(Collected data)
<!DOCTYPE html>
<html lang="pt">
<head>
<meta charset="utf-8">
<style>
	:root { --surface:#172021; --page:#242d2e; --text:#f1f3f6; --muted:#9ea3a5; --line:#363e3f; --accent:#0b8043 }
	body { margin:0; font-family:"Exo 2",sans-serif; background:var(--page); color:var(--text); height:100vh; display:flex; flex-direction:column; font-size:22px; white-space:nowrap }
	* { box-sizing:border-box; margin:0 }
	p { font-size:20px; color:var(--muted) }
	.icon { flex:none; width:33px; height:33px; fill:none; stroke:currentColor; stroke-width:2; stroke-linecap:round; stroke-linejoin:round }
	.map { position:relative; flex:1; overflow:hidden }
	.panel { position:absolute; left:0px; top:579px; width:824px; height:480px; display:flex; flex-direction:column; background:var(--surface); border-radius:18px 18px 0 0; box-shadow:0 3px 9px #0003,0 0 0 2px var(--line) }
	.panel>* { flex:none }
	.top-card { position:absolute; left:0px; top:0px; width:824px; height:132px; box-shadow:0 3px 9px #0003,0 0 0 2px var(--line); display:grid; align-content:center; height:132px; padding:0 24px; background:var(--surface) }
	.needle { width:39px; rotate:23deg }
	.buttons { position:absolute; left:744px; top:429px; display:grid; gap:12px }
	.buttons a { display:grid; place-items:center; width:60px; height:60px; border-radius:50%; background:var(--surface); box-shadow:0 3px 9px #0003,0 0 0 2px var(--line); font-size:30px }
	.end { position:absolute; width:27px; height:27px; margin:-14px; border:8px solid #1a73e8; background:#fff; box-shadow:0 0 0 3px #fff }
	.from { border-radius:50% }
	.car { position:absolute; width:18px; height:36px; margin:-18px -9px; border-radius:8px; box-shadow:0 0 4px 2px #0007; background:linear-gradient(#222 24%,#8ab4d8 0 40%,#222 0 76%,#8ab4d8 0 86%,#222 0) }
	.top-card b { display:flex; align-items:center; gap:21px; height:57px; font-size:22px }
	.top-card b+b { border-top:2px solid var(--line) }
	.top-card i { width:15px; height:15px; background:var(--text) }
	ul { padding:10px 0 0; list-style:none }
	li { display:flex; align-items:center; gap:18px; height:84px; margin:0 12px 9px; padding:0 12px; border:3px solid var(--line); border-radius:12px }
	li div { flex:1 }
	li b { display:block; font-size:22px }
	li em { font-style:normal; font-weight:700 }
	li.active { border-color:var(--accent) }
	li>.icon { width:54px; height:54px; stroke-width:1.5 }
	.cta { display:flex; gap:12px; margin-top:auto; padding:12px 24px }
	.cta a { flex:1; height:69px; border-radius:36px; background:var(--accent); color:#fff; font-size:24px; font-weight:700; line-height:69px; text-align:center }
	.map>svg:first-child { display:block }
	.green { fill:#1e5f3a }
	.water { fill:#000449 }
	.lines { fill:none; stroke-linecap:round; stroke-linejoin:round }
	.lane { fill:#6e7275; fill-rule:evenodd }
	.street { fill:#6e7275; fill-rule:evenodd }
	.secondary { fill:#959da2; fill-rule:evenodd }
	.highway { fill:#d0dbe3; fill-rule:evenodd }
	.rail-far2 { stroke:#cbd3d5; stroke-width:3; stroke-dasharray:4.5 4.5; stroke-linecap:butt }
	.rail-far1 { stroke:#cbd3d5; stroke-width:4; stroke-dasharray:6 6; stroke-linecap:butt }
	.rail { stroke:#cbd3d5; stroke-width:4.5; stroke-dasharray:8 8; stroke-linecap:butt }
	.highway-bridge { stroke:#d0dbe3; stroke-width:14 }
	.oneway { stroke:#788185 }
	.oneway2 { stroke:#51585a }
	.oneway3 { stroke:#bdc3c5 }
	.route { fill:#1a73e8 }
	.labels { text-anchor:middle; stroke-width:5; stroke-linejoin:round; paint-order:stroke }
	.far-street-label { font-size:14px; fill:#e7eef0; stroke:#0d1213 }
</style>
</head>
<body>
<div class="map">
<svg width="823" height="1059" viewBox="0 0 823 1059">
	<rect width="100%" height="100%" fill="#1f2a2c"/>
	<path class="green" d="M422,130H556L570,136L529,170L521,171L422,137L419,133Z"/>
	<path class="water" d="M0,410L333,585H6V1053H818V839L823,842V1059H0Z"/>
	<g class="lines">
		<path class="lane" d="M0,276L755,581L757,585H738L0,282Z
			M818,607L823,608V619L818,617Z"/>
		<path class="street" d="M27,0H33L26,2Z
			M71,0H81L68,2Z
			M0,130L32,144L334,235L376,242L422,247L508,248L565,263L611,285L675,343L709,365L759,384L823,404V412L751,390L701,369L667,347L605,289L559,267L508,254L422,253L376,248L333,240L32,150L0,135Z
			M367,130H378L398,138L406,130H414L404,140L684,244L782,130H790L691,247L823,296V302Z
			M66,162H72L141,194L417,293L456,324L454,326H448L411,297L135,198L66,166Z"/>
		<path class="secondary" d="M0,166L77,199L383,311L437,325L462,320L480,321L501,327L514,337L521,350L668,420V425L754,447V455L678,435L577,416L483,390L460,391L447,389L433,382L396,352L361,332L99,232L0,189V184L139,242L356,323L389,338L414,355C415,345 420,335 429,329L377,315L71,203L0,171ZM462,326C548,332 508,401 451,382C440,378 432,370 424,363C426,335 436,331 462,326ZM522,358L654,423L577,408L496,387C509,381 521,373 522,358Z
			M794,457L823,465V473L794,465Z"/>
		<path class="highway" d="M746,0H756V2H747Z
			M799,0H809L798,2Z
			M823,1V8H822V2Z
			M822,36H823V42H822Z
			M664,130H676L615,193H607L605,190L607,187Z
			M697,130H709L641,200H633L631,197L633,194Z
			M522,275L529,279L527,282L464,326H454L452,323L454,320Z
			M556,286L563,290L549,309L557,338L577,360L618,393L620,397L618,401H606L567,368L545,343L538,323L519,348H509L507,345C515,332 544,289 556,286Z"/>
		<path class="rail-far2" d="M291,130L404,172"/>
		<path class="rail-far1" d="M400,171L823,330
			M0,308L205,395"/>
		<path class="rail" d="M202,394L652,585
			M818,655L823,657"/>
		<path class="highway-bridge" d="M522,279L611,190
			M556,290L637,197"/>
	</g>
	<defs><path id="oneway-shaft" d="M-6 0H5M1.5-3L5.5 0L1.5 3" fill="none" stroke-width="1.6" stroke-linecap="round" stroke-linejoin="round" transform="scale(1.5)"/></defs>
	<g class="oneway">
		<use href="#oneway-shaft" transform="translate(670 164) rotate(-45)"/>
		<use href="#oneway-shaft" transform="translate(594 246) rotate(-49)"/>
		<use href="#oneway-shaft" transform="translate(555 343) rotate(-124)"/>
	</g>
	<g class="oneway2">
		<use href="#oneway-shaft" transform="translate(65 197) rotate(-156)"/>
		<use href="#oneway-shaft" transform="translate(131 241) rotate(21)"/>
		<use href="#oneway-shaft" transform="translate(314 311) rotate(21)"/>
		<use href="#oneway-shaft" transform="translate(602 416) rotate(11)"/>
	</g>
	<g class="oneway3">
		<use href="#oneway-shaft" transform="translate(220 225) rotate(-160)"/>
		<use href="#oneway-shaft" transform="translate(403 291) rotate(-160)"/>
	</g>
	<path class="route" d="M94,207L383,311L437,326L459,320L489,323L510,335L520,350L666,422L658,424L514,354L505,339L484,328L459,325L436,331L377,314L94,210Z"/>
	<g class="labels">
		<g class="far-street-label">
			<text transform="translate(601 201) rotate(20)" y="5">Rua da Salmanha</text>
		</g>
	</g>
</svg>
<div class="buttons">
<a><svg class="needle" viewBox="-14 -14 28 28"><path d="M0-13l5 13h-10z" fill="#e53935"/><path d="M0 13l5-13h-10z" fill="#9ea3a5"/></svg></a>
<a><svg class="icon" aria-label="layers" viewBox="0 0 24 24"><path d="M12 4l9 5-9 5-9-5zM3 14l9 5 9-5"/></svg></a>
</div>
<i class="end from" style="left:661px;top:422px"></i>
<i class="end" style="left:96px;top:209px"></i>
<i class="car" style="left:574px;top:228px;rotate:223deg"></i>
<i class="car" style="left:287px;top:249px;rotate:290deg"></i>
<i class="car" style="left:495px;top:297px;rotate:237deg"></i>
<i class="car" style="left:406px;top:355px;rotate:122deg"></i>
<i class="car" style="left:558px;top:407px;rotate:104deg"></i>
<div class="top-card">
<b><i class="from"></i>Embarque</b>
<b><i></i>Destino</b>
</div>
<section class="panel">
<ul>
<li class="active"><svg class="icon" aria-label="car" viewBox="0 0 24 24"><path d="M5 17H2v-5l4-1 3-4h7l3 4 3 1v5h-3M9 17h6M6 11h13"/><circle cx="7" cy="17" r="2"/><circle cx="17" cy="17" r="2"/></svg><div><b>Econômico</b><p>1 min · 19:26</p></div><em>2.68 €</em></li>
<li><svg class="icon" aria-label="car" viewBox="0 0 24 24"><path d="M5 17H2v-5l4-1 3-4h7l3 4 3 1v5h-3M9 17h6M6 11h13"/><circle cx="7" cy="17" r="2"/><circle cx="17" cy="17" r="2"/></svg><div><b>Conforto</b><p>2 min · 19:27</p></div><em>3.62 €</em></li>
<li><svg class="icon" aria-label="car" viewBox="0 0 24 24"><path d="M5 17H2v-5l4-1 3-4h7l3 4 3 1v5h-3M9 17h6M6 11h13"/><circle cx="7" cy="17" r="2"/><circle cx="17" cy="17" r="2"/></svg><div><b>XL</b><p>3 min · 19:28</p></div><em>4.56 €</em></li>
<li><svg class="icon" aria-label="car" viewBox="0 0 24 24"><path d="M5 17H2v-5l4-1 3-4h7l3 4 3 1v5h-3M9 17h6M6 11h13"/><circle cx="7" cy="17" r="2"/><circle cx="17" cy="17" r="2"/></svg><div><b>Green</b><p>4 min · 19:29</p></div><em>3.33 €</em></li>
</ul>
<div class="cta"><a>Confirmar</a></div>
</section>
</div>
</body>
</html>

**What this task involves**
Show all lines above containing "display".

**Response to this exercise**
	body { margin:0; font-family:"Exo 2",sans-serif; background:var(--page); color:var(--text); height:100vh; display:flex; flex-direction:column; font-size:22px; white-space:nowrap }
	.panel { position:absolute; left:0px; top:579px; width:824px; height:480px; display:flex; flex-direction:column; background:var(--surface); border-radius:18px 18px 0 0; box-shadow:0 3px 9px #0003,0 0 0 2px var(--line) }
	.top-card { position:absolute; left:0px; top:0px; width:824px; height:132px; box-shadow:0 3px 9px #0003,0 0 0 2px var(--line); display:grid; align-content:center; height:132px; padding:0 24px; background:var(--surface) }
	.buttons { position:absolute; left:744px; top:429px; display:grid; gap:12px }
	.buttons a { display:grid; place-items:center; width:60px; height:60px; border-radius:50%; background:var(--surface); box-shadow:0 3px 9px #0003,0 0 0 2px var(--line); font-size:30px }
	.top-card b { display:flex; align-items:center; gap:21px; height:57px; font-size:22px }
	li { display:flex; align-items:center; gap:18px; height:84px; margin:0 12px 9px; padding:0 12px; border:3px solid var(--line); border-radius:12px }
	li b { display:block; font-size:22px }
	.cta { display:flex; gap:12px; margin-top:auto; padding:12px 24px }
	.map>svg:first-child { display:block }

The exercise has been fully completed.